Thanks for any help.


----------



## pdv40 (Sep 11, 2008)

Had the same issue with mine two months outside of warranty. I took it apart and found part 20/25 had failed. I didn't attempt to replace but instead left it with a Karcher authorised repair agent. After three months of ****ing about I eventually gave up on them and contacted Karcher UK. They sold me a reconditioned K399 for £45 with a full gun & accessory kit as a good will gesture.


----------



## ChrisD (Mar 7, 2009)

very common fault with the whole karcher range. cant beleieve they are still selling them. But... i now know why there are soo many karcher service stations.


----------



## duckson (Mar 23, 2006)

*pdv40*, you mean *both* parts 20 and 25 had failed?

*ChrisD*, when you say common fault do you have an idea of the fix, is it a matter of replacing parts 20 and/or 25 as listed above?


----------



## Ian2k (Apr 13, 2009)

i was going to say ring up Karcher direct and see what they have to say for them selves?


----------



## duckson (Mar 23, 2006)

Ian2k said:


> i was going to say ring up Karcher direct and see what they have to say for them selves?


Ian, i will do tomorrow before i attempt to fix it / find the fault myself.....this is just a bit of research prior to that. :thumb:


----------



## little john (Jun 10, 2007)

As its out of warranty they will direct you to a karcher repairer in your area and you will have to pay for the repair, the fault is the pump head part 25 it costs about £15 to buy and the bill for replacement at a repairer comes to about £45 as any more people replace the machine.

This was my PW when it went.





The repairer blamed it on useing a hoselock stop connector.


----------



## rs200boy (Apr 28, 2009)

ive got the same problem with my karcher too water dribbles out the bottom and it pulses


----------



## duckson (Mar 23, 2006)

little john, thanks. 
I take it yours was leaking water internally as well (cant quite tell from the youtube clip)? Any ideas if its difficult to replace part 25 yourself?
I am also using a hoselock stop connector at the pressure washer end (ie the type that doesnt allow water out if the supply is on and nothing is attached!)


----------



## pdv40 (Sep 11, 2008)

duckson said:


> *pdv40*, you mean *both* parts 20 and 25 had failed?
> 
> *ChrisD*, when you say common fault do you have an idea of the fix, is it a matter of replacing parts 20 and/or 25 as listed above?


I don't know which part precisely because I never actually fixed it, but when I took it apart it was leaking a grey goo/grease from this area which suggested to me that something had failed there.

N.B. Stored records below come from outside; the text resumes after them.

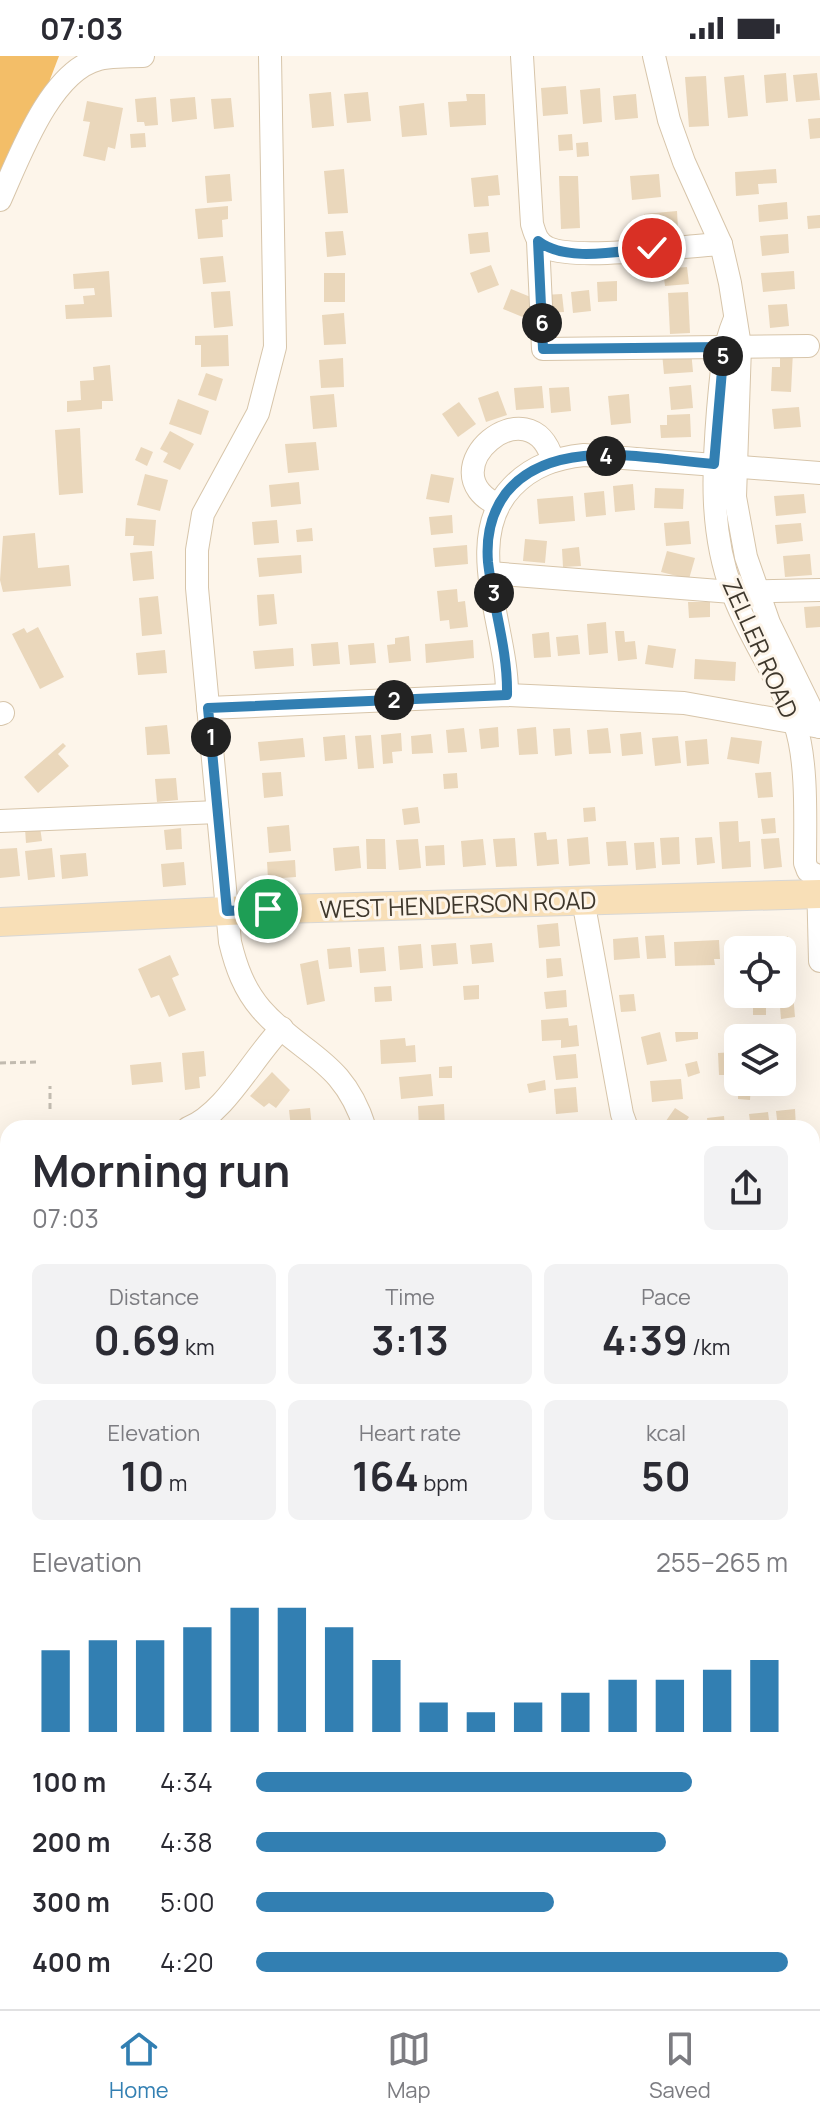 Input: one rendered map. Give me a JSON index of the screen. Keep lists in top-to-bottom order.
{
  "streets": {
    "main road": ["WEST HENDERSON ROAD"],
    "street": ["ZELLER ROAD"]
  },
  "crossings": [
    ["ZELLER ROAD", "WEST HENDERSON ROAD"]
  ],
  "page": {
    "status": "07:03",
    "pins": [
      "6",
      "5",
      "4",
      "3",
      "2",
      "1"
    ],
    "heading": ["Morning run", "07:03"],
    "stats": [
      ["Distance", "0.69 km"],
      ["Time", "3:13"],
      ["Pace", "4:39 /km"],
      ["Elevation", "10 m"],
      ["Heart rate", "164 bpm"],
      ["kcal", "50"]
    ],
    "chart": ["Elevation", "255–265 m"],
    "list": [
      {
        "name": "100 m",
        "note": "4:34"
      },
      {
        "name": "200 m",
        "note": "4:38"
      },
      {
        "name": "300 m",
        "note": "5:00"
      },
      {
        "name": "400 m",
        "note": "4:20"
      }
    ],
    "tabs": ["Home", "Map", "Saved"]
  }
}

I've been running my replacement K399 for longer now and have had no issues thus far.


----------



## little john (Jun 10, 2007)

duckson said:


> little john, thanks.
> I take it yours was leaking water internally as well (cant quite tell from the youtube clip)? Any ideas if its difficult to replace part 25 yourself?
> I am also using a hoselock stop connector at the pressure washer end (ie the type that doesnt allow water out if the supply is on and nothing is attached!)

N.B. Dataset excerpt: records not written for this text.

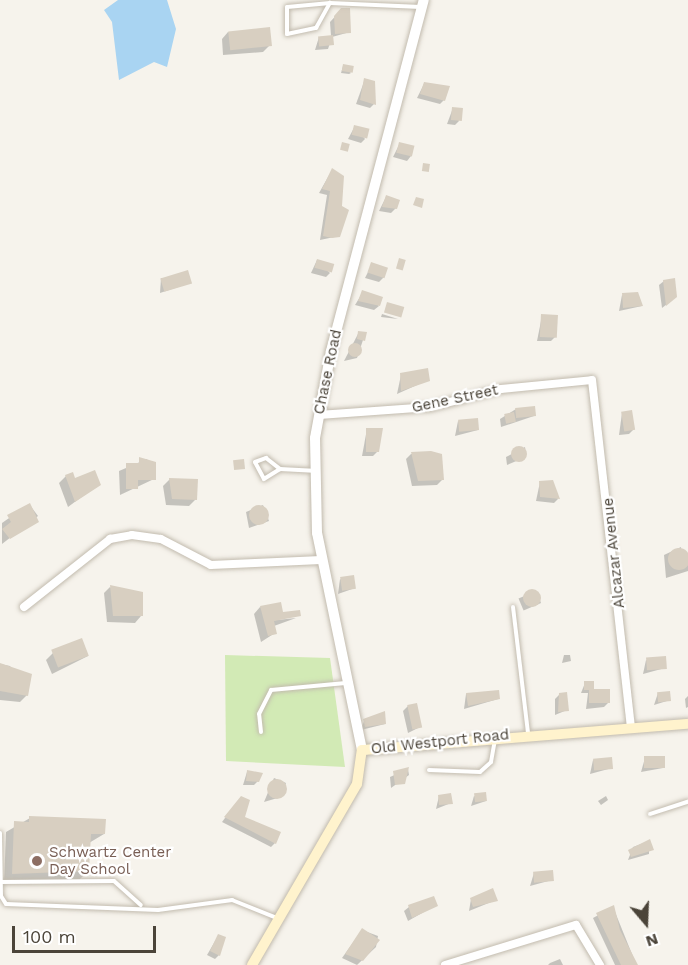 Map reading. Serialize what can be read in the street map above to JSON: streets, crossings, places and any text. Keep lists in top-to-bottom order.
{
  "streets": {
    "main road": ["Old Westport Road"],
    "street": ["Chase Road", "Gene Street", "Alcazar Avenue"]
  },
  "crossings": [
    ["Chase Road", "Gene Street"],
    ["Chase Road", "Old Westport Road"],
    ["Gene Street", "Alcazar Avenue"],
    ["Alcazar Avenue", "Old Westport Road"]
  ],
  "places": ["Schwartz Center Day School"],
  "scale_bar": "100 m",
  "north": "bottom"
}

I don't now, I never got that close to it, bu the crack in the head will cause water to leak due to the pressure, the floor was wet as I had been useing it.

as for replaceing it yourself I would thing it can be done if your good takeing suff apart and putting it back together that is.


----------



## duckson (Mar 23, 2006)

Does anyone know if the screws holdiing it together are the anti tamper Torx head type (ie normal torx head but with a nipple in the middle)?


----------



## pdv40 (Sep 11, 2008)

I don't think they're anti tamper, if they are they didn't have a problem with me having taken it apart. But my machine was out of warranty anyway.


----------



## duckson (Mar 23, 2006)

I'm just after whether they are standard torx or anti tamper torx in the Karcher (would of looked last night but it was going dark and i want to pick up some torx or anti tamper torx screwdrivers on the wway home tonight).


----------



## neilneilorange (Oct 9, 2007)

I'm pretty sure they aren't tamper-proof torx screws. The whole thing to strip down is very easy. Once you get the main yellow cover off, run the pressure washer as normal and you will see where it is leaking. I repaired mine with a two part epoxy (cost £5) and its been fine ever since. 

Other than general stress related wear on that part, frost can also cause damage if left in an un-insulated garage or shed over night. As the water freezes it expands, causing the plastic to split. Make sure you drain it thoroughly (not by operating it without the water running as that will damage the pump) after use if this is the case.


----------



## duckson (Mar 23, 2006)

neilneilorange said:


> I'm pretty sure they aren't tamper-proof torx screws. The whole thing to strip down is very easy. Once you get the main yellow cover off, run the pressure washer as normal and you will see where it is leaking. I repaired mine with a two part epoxy (cost £5) and its been fine ever since.
> 
> Other than general stress related wear on that part, frost can also cause damage if left in an un-insulated garage or shed over night. As the water freezes it expands, causing the plastic to split. Make sure you drain it thoroughly (not by operating it without the water running as that will damage the pump) after use if this is the case.


Just checked it now i'm at home and the main casing has normal torx, phew. :thumb:
When i've unplugged the water/power i tip the karcher unit forward to pour out any water that might be in the system and also use the gun to try and clear the pipes of water.

Was it part 25 listed here that you fixed? http://www.espares.co.uk/diagram/pressure-washers/karcher/k3.99m/p/1315/877/14/507562?ed=2800


----------



## Guest (May 13, 2009)

ChrisD said:


> very common fault with the whole karcher range. cant beleieve they are still selling them. But... i now know why there are soo many karcher service stations.


Really? I can't say I have heard a bad word about karcher pressure washers from friends and family, both domestic and commercial machies.


----------



## Herefordquattro (May 31, 2010)

bit of a resurrection this but rather than start a new thread...

taken my K2.89 apart to try and fix an internal leak seems the 'control head' has a few pinhole cracks in the plastic casing.
Espares want £75 for a new head:doublesho:doublesho:doublesho and considering my wife only paid 90 quid odd for the whole machine 5 years ago i don't think so:wave:

tried patching it up with chemical metal but the leak seems to have moved elsewhere!!:wall: it's quite an intricate shape so difficult to fix.

machine still works but sits in a big puddle and 'hunts' a bit.

Might have to get a new 1 (not this year though) but most annoyingly i've very recently spent £40 on a new high pressure hose and gun for it


----------



## shaziman (Feb 11, 2010)

Just a small suggestion as this has worked for me for years!

I bought my pressure washer 15 years ago, and it started pulsing 2 months out of warranty. As i wanted to save it from blowing up, when i finished doing the section i was washing, i just turned the unit off electrically. I know many people who have stripped their units down, and tried to repair them, but never either never cured it, or it has lost pressure as a result. Many people have just allowed it to pulse for long periods of time, which obviously has caused more damage.

This has worked for me, and i use it very regularly, and never had any issues. Give it a try, mine still works now!


----------